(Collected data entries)
-------------------------
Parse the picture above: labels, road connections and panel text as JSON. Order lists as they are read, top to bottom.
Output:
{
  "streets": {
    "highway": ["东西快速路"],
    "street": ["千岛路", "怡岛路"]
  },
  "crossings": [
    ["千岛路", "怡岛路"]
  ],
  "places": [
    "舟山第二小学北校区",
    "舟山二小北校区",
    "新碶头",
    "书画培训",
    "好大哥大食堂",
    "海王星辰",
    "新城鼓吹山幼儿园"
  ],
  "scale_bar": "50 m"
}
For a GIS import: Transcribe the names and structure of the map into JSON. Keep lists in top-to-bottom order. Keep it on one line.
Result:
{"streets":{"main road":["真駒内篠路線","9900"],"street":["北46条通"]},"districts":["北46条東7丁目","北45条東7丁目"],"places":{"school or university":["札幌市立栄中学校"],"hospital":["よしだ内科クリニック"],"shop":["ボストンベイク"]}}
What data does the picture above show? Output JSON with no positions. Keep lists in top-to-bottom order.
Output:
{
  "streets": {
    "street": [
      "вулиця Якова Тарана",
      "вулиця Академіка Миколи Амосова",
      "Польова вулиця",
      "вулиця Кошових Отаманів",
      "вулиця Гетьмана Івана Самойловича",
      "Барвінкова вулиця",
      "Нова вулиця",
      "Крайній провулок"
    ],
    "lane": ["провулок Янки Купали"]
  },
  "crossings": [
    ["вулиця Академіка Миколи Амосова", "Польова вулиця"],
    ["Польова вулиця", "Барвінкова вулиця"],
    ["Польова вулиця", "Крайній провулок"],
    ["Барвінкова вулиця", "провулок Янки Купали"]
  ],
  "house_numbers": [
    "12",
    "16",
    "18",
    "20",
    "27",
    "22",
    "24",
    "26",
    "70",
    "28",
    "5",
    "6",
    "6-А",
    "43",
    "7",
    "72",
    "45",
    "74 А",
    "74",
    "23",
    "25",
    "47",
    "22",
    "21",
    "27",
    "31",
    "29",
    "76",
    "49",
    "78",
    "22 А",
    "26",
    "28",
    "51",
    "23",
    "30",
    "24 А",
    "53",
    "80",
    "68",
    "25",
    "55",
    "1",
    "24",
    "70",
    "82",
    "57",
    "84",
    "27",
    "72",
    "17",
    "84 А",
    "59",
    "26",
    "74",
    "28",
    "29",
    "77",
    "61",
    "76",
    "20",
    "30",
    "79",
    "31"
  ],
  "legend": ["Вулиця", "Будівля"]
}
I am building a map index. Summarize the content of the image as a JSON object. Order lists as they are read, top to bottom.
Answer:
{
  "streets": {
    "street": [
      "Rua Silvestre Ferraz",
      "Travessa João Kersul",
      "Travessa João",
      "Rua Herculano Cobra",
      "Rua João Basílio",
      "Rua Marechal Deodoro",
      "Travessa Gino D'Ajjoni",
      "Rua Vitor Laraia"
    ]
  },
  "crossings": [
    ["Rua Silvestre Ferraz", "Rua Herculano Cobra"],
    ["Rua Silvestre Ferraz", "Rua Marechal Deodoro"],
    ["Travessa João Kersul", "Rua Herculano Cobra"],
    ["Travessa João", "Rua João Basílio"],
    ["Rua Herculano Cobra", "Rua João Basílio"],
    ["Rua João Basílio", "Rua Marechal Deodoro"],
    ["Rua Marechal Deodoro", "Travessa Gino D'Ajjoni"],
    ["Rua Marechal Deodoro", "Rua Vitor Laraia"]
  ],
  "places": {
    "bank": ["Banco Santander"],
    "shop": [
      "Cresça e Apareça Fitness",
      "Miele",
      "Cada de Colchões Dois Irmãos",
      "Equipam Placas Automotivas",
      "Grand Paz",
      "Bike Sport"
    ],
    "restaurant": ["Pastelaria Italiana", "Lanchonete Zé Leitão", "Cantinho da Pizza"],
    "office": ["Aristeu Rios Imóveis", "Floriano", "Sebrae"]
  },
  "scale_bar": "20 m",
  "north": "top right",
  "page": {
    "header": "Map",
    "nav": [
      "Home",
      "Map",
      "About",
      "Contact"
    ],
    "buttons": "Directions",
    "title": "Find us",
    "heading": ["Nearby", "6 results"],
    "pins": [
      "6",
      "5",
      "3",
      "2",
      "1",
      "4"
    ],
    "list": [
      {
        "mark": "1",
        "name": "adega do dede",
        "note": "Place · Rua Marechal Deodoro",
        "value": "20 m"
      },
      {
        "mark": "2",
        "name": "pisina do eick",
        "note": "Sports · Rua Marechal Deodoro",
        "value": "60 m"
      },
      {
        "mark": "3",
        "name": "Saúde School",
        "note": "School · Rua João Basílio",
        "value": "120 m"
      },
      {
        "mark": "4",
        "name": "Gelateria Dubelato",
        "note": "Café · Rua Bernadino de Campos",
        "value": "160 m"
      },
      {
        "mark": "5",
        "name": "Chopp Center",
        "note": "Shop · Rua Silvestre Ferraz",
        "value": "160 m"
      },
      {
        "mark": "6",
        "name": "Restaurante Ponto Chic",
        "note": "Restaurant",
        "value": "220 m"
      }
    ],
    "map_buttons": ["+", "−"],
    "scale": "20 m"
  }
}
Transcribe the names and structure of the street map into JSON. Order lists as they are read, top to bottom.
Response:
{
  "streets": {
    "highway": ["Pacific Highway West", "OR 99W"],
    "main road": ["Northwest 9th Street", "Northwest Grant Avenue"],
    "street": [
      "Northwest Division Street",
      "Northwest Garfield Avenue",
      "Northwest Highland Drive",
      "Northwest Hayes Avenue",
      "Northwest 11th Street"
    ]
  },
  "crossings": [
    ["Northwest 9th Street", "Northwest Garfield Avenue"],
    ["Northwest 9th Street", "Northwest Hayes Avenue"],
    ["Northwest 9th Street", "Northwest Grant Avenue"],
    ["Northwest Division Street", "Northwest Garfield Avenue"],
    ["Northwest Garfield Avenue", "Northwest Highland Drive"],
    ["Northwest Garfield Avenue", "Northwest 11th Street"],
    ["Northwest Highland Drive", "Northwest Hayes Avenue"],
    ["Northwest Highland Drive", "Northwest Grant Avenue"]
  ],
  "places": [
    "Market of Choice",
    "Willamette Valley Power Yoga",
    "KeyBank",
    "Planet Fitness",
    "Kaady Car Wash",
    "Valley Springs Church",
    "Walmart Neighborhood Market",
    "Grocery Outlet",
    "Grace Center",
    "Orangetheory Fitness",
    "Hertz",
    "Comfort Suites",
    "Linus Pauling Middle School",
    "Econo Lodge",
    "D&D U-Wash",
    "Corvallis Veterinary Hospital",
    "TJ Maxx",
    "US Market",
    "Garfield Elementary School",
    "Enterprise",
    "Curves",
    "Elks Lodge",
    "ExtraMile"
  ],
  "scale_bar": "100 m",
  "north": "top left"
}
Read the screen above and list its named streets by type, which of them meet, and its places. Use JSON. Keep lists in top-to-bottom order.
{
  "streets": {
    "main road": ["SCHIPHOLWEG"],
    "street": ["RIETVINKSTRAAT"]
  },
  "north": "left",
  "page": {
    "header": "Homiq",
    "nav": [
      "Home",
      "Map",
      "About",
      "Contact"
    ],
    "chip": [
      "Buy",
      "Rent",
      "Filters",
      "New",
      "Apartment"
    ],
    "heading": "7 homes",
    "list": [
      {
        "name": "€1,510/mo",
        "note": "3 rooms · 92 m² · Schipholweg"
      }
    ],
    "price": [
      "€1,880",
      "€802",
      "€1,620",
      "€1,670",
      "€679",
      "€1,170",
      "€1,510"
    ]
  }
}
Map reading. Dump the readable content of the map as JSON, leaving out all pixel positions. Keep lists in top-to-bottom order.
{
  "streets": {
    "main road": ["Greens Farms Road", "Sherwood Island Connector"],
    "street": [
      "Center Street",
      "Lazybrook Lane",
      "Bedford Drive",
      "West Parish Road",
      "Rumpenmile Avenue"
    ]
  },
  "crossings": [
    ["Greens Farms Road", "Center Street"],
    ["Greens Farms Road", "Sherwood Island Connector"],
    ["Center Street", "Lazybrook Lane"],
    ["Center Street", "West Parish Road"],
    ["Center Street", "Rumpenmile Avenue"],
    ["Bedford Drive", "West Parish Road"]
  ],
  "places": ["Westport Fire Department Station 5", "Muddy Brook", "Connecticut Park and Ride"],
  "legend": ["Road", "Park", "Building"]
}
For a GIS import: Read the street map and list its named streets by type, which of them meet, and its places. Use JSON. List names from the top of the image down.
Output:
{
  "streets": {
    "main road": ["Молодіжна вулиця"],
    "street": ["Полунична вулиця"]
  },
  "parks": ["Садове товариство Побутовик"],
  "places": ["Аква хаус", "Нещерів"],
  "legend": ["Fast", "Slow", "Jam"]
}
-------------------------
Problem description: Find the word "Greens" in the records and pull out each line that has it.

Output for this exercise:
    "main road": ["Greens Farms Road", "Sherwood Island Connector"],
    ["Greens Farms Road", "Center Street"],
    ["Greens Farms Road", "Sherwood Island Connector"],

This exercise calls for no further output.